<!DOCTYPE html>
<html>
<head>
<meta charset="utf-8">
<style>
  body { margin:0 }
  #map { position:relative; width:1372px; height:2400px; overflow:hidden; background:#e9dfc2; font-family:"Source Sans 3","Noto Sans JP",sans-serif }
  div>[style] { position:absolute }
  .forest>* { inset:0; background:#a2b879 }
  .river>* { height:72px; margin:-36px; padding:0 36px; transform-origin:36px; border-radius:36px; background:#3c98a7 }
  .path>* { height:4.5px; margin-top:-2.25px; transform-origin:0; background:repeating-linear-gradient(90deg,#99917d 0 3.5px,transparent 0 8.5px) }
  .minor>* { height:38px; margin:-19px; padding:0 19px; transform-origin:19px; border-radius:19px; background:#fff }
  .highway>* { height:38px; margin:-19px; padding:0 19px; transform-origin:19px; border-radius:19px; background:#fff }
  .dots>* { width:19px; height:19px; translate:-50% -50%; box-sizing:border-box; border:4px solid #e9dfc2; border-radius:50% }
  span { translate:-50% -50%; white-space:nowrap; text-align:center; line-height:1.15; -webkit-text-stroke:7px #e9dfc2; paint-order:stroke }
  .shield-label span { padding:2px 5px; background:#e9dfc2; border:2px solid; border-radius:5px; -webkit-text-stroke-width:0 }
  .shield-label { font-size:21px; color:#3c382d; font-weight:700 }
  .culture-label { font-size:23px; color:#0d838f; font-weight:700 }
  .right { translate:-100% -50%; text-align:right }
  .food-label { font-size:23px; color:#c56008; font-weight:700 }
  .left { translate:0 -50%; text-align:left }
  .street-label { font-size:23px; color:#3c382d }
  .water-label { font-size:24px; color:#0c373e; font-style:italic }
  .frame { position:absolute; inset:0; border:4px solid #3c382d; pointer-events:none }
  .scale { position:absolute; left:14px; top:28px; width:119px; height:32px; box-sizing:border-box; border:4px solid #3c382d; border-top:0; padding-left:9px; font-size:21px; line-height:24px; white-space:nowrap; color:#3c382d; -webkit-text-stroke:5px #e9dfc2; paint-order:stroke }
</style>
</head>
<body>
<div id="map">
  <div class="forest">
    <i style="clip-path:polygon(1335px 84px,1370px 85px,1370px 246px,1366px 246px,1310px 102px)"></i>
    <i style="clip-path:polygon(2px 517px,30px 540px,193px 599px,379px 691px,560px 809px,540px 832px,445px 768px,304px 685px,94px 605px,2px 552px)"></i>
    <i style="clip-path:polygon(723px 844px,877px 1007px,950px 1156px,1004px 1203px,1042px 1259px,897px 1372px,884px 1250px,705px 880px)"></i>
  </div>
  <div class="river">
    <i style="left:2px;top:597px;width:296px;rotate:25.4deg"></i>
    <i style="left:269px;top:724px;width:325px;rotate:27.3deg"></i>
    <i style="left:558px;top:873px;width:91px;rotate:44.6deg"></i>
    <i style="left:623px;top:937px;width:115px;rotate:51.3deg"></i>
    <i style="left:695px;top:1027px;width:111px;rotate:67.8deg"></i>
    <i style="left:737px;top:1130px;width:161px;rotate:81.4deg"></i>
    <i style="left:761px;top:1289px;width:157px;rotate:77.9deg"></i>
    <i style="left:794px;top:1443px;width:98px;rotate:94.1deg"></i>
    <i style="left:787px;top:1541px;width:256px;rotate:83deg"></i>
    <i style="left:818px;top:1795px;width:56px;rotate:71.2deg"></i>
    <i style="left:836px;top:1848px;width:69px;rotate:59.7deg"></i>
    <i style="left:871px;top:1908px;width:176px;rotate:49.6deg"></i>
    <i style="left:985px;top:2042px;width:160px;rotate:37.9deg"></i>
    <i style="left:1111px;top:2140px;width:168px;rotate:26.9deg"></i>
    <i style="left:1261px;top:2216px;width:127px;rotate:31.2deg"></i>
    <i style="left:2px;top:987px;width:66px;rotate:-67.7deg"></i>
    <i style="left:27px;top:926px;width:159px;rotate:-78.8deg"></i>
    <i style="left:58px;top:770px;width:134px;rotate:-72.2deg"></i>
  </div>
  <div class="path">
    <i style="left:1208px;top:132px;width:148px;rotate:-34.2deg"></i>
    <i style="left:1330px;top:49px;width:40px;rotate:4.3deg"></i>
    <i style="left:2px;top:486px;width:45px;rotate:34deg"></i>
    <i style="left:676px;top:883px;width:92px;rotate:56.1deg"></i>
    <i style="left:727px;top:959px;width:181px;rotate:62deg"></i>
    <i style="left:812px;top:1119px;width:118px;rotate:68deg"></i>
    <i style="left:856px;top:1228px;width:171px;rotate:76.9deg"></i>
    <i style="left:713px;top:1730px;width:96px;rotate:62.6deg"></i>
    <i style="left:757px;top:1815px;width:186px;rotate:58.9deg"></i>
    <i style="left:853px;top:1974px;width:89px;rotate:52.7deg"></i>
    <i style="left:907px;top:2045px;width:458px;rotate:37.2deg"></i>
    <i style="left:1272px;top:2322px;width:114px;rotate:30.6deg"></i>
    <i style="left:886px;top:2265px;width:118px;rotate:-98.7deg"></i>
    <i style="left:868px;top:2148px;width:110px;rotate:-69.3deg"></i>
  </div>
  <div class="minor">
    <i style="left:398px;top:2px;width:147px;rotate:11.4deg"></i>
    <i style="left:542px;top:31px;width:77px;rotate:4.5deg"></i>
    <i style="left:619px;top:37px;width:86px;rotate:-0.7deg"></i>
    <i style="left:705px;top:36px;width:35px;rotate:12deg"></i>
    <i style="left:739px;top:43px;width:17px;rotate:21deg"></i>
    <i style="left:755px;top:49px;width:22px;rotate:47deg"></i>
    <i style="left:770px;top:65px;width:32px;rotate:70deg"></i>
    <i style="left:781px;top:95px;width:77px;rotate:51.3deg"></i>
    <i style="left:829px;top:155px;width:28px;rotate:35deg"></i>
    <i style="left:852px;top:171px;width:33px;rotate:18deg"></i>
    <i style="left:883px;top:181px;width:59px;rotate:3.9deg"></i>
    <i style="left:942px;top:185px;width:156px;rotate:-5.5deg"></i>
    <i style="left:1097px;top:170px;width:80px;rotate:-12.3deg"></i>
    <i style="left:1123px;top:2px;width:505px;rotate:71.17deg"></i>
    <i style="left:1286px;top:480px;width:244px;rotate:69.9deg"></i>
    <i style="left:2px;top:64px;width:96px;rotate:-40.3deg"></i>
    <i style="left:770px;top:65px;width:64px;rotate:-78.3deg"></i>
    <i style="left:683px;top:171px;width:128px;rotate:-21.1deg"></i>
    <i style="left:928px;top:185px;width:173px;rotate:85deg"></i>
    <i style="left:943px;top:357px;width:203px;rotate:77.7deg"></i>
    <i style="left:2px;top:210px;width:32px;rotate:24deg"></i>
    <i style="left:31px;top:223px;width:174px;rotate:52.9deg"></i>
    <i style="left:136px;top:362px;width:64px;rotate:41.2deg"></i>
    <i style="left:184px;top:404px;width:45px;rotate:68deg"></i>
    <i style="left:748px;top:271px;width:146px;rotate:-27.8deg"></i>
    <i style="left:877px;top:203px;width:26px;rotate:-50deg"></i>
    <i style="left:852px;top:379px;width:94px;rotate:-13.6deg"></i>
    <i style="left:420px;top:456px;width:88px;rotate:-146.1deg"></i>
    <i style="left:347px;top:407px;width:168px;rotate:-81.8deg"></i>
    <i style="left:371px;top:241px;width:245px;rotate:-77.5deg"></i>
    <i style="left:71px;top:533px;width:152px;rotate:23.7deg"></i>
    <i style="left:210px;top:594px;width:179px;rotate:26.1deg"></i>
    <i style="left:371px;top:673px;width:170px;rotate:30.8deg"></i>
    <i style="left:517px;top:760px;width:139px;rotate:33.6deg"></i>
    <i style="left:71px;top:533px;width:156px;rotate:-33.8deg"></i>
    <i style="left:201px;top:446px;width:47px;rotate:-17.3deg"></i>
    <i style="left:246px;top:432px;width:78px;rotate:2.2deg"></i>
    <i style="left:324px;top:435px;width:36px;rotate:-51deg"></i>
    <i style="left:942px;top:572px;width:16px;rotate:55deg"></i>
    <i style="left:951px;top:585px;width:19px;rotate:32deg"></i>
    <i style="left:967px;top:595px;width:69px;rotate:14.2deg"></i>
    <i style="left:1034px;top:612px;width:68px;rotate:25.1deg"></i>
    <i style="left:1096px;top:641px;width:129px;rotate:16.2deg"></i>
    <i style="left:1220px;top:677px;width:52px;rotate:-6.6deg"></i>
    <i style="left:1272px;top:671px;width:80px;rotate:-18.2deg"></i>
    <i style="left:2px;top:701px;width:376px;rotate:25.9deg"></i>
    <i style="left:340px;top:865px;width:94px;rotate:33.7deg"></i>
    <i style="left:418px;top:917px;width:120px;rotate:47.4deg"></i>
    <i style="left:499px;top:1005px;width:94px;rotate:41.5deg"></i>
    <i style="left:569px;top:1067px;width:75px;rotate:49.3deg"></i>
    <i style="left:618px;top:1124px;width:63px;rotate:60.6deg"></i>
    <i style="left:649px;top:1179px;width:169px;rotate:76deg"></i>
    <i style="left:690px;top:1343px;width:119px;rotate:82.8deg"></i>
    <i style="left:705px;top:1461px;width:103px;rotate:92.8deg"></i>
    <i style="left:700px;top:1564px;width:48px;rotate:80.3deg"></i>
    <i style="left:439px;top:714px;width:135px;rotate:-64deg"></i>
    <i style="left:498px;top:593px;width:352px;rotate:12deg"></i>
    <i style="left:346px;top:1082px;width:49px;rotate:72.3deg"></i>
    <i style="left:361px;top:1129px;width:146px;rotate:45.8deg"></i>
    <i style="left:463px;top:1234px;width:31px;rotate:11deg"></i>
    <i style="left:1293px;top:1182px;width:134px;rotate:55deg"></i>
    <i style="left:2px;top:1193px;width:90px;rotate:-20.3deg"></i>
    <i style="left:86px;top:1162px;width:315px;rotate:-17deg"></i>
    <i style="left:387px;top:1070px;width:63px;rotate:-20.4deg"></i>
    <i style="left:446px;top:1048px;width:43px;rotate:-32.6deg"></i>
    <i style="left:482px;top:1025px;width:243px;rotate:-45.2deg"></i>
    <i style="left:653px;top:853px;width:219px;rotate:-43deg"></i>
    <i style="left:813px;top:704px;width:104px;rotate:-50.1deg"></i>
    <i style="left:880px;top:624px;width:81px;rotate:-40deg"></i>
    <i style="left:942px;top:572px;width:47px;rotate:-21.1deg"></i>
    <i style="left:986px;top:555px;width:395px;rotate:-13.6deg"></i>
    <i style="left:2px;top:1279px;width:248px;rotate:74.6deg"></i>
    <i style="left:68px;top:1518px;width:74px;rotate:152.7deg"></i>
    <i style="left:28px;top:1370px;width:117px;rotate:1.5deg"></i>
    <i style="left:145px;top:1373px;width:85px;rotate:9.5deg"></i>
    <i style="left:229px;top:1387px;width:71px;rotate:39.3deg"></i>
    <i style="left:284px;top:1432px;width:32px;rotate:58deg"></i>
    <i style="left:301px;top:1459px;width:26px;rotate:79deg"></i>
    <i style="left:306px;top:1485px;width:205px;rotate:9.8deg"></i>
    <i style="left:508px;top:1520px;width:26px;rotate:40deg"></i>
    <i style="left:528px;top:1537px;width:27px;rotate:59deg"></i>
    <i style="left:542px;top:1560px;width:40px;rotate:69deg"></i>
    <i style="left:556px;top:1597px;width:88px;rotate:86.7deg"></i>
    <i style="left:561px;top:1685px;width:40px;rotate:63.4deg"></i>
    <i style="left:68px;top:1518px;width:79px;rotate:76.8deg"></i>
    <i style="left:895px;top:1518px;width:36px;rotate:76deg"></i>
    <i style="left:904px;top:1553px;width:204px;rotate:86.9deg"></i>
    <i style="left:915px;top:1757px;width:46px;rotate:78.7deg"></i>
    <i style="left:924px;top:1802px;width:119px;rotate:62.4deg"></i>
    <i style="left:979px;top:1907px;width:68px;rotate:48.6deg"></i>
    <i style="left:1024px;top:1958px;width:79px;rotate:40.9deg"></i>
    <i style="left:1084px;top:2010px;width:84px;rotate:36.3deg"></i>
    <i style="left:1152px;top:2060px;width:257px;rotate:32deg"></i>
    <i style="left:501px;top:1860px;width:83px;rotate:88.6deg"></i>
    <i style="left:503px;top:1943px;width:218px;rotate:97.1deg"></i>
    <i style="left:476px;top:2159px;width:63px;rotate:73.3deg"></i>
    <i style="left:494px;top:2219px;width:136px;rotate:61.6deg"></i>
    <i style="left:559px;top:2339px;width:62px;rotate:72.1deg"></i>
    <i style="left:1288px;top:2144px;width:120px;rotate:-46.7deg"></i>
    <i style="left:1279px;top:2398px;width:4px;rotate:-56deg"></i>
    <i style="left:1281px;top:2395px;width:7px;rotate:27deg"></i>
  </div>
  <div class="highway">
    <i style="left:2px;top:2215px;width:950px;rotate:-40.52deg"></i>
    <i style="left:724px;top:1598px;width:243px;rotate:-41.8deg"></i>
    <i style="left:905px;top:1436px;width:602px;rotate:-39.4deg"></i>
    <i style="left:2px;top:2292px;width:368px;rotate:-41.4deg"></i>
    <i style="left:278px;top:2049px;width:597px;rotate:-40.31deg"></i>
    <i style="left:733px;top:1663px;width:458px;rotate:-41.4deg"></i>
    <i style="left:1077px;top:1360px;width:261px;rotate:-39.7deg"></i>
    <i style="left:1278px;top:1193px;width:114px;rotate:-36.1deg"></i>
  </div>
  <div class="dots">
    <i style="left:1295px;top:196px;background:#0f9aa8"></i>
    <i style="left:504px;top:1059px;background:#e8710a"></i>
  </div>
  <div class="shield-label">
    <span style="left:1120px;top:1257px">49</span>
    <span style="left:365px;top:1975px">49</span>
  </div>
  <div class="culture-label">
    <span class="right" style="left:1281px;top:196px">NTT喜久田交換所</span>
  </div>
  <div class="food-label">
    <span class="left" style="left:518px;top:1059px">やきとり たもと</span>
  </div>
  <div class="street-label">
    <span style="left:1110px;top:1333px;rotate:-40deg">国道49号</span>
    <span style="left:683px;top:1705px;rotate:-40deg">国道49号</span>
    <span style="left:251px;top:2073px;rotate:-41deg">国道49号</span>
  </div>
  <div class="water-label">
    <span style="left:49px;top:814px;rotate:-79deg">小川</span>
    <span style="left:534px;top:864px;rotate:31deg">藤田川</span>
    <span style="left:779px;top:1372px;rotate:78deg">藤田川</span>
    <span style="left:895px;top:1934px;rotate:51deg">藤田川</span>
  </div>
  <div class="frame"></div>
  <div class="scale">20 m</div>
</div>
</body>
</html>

■ ■ ■

Word for word, restate the lines above from the line containing "height:72px; margin:-36px; padding:0" through the line containing "font-size:21px; color:#3c382d; font-weight:700", with both included and nothing else.

  .river>* { height:72px; margin:-36px; padding:0 36px; transform-origin:36px; border-radius:36px; background:#3c98a7 }
  .path>* { height:4.5px; margin-top:-2.25px; transform-origin:0; background:repeating-linear-gradient(90deg,#99917d 0 3.5px,transparent 0 8.5px) }
  .minor>* { height:38px; margin:-19px; padding:0 19px; transform-origin:19px; border-radius:19px; background:#fff }
  .highway>* { height:38px; margin:-19px; padding:0 19px; transform-origin:19px; border-radius:19px; background:#fff }
  .dots>* { width:19px; height:19px; translate:-50% -50%; box-sizing:border-box; border:4px solid #e9dfc2; border-radius:50% }
  span { translate:-50% -50%; white-space:nowrap; text-align:center; line-height:1.15; -webkit-text-stroke:7px #e9dfc2; paint-order:stroke }
  .shield-label span { padding:2px 5px; background:#e9dfc2; border:2px solid; border-radius:5px; -webkit-text-stroke-width:0 }
  .shield-label { font-size:21px; color:#3c382d; font-weight:700 }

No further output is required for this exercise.